→ Exercise: Would you count the lines below that contain the string "canvas" and reply with that number only?

→ Listed entries:
----

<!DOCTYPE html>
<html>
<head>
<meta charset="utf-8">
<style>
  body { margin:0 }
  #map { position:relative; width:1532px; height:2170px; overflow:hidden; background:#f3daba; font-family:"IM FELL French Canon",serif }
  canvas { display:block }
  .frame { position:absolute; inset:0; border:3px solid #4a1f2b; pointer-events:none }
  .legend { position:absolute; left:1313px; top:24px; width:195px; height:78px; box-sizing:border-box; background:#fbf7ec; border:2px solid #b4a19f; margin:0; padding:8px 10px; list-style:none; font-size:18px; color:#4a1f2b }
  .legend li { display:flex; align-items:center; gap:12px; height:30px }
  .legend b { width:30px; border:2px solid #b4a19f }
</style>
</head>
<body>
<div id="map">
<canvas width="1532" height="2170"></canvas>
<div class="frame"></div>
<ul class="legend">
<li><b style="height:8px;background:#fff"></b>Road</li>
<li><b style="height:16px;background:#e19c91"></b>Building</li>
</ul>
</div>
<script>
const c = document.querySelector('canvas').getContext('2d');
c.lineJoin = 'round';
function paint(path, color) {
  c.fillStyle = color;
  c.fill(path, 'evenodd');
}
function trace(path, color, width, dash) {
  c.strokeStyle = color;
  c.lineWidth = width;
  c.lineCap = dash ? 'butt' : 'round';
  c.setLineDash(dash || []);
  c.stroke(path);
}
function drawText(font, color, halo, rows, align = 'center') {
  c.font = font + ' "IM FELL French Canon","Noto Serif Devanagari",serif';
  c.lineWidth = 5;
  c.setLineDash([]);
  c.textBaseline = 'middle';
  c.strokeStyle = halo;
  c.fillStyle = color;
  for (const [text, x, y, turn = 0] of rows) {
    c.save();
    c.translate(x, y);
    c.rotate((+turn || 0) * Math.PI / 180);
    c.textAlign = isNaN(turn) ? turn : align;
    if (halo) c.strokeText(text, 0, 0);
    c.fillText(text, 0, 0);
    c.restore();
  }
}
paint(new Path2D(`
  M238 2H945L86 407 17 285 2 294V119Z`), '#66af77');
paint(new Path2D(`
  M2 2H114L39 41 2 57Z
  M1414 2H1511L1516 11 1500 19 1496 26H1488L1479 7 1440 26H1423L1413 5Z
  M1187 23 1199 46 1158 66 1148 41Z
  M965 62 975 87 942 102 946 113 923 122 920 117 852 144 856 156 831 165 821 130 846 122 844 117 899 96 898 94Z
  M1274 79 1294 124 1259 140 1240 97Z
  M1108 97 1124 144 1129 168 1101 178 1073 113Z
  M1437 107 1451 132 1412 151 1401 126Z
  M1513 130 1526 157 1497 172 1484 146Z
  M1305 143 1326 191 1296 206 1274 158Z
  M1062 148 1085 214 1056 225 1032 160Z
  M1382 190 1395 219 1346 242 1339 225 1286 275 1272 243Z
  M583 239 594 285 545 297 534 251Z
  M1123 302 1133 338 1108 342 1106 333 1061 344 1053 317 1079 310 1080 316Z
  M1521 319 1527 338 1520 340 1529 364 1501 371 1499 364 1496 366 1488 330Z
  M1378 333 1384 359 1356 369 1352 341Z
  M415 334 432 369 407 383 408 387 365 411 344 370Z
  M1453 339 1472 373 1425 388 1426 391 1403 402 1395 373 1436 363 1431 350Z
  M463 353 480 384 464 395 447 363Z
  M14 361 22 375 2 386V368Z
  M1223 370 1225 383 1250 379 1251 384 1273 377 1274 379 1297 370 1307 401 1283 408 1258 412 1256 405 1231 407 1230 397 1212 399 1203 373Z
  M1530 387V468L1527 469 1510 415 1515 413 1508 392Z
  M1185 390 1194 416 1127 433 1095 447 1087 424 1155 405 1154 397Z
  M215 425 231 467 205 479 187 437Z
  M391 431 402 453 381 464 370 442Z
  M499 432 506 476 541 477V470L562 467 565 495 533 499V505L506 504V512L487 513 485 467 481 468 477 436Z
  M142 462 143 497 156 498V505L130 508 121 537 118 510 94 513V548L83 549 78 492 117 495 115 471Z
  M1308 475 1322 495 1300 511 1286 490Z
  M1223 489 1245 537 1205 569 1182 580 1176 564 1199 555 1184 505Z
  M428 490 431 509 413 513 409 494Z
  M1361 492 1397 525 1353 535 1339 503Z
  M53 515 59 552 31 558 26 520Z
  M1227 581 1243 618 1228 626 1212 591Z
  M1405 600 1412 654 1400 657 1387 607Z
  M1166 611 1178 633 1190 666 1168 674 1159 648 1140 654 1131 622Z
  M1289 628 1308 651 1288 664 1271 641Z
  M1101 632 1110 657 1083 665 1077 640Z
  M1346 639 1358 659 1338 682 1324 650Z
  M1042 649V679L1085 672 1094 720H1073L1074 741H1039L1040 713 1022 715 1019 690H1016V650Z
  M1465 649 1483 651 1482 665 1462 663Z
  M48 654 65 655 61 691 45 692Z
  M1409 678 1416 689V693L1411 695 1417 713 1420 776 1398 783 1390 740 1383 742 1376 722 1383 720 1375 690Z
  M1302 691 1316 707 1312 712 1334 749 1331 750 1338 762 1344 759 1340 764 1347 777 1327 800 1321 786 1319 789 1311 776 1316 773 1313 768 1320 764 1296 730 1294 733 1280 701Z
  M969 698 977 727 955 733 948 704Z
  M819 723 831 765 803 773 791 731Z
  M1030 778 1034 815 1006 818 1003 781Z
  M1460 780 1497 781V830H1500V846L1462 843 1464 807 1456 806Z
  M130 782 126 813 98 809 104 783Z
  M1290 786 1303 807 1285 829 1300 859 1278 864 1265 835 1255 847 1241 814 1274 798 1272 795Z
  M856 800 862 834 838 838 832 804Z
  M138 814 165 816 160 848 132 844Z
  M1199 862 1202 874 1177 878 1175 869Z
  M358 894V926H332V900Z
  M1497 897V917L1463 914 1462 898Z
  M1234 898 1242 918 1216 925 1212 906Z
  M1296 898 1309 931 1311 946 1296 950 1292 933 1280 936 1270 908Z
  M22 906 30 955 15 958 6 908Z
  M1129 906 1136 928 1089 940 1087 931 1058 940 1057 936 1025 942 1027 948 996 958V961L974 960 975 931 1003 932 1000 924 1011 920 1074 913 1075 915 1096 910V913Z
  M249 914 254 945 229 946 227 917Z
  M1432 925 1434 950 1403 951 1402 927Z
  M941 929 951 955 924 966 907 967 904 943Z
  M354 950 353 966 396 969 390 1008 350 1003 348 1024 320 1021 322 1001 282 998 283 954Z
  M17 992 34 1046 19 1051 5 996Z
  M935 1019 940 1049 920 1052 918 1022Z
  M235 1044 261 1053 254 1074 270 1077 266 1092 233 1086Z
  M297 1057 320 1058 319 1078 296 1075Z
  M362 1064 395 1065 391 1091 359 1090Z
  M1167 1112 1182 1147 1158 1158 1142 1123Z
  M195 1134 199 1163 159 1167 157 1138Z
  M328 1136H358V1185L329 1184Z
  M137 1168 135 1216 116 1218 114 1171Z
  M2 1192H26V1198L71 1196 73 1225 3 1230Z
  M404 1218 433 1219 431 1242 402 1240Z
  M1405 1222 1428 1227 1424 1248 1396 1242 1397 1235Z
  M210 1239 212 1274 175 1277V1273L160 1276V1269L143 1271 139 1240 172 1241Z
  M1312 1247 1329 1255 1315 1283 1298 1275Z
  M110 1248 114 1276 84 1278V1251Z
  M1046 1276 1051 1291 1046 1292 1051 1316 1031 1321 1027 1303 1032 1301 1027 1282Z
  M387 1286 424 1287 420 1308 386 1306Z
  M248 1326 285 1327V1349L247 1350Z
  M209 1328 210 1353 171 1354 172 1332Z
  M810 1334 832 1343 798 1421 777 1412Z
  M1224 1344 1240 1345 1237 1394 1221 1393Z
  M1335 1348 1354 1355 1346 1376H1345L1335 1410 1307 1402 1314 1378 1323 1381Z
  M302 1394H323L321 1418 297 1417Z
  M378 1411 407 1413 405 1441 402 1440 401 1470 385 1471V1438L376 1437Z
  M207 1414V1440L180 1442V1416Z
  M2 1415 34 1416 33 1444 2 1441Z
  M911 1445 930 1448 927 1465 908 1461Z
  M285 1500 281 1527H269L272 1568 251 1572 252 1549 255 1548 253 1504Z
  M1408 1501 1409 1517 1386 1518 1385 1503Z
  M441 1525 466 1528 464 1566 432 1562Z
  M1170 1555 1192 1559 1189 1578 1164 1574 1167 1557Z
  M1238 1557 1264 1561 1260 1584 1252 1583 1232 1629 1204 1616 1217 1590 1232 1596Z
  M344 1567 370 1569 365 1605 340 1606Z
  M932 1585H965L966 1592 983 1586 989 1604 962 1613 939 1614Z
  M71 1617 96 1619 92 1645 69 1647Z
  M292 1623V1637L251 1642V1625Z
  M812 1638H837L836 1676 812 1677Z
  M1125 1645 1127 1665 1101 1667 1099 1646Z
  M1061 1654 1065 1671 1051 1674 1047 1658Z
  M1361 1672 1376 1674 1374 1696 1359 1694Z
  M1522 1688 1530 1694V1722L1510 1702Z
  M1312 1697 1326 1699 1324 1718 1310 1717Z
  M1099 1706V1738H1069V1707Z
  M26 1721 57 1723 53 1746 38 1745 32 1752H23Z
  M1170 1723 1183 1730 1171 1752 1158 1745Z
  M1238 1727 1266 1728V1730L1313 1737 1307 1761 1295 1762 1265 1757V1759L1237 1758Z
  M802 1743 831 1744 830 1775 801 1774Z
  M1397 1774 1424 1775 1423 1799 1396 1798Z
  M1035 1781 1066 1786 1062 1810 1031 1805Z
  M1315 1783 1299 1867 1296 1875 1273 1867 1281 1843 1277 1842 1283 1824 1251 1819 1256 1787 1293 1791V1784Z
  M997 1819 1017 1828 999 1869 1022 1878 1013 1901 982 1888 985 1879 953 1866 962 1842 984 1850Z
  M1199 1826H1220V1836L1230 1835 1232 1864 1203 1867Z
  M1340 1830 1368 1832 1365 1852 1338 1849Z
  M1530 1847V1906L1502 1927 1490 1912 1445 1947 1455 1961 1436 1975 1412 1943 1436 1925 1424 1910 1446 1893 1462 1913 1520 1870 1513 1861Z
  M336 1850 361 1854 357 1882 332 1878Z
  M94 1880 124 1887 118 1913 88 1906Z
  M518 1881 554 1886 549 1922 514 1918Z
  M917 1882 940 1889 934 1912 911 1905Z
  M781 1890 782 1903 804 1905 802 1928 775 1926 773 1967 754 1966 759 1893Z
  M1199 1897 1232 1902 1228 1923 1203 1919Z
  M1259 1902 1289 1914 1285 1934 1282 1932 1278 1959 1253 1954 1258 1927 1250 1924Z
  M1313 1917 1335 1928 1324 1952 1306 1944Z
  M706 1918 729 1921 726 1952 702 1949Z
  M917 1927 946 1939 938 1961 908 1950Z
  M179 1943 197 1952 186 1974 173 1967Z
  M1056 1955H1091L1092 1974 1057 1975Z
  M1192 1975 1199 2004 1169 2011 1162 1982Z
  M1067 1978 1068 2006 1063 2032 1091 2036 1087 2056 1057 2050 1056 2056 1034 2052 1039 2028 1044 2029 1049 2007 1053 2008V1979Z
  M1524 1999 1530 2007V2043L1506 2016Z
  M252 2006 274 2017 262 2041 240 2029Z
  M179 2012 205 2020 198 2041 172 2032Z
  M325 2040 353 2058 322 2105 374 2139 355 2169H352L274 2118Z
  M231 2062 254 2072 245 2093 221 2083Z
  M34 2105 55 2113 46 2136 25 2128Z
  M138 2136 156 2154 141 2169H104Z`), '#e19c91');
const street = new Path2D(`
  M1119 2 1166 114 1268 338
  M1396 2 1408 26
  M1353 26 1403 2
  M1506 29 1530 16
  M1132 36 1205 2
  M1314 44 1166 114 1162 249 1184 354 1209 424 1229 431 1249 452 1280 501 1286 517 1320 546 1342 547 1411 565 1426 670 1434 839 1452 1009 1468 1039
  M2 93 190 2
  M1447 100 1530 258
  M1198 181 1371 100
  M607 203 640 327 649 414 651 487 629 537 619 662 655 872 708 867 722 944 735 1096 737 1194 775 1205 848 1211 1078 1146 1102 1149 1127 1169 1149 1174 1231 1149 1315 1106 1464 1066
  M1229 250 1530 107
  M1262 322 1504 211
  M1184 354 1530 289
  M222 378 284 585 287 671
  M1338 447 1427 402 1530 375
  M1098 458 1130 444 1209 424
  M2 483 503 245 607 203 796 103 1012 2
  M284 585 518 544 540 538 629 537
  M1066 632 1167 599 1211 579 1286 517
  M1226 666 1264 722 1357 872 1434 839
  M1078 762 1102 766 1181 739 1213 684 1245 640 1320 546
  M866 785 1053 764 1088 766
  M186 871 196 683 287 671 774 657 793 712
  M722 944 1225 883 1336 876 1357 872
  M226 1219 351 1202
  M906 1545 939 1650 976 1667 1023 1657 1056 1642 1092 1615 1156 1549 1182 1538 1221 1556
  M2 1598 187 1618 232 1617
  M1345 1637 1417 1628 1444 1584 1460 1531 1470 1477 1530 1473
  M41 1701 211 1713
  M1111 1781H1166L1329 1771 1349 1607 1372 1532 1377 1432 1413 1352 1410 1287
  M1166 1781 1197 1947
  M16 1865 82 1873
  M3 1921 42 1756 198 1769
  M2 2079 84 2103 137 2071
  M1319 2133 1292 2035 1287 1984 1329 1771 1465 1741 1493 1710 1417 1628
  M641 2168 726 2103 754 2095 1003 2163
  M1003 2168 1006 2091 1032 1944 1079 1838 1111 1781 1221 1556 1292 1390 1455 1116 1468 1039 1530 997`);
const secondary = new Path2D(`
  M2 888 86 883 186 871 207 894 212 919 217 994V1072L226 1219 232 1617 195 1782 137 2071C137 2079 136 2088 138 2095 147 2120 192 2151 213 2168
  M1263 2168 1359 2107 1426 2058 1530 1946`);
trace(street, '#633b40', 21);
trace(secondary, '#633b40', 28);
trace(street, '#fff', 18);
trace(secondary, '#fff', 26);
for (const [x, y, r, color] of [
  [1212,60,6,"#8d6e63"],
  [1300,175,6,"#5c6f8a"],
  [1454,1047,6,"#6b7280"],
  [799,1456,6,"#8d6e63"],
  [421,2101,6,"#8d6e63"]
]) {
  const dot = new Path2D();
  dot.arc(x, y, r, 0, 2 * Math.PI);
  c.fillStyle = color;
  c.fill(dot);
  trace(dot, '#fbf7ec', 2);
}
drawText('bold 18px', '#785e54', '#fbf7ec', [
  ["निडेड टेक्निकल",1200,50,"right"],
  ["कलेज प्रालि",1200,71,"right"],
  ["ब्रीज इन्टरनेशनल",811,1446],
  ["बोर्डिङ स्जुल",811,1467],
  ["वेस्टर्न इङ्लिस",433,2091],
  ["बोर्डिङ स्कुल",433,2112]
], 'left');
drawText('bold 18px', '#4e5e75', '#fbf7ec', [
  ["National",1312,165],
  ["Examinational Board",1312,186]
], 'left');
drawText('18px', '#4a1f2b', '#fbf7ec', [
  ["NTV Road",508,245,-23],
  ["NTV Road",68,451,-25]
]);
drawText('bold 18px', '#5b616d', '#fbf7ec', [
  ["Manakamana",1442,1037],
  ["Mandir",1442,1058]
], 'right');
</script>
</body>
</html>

----

→ The answer: 3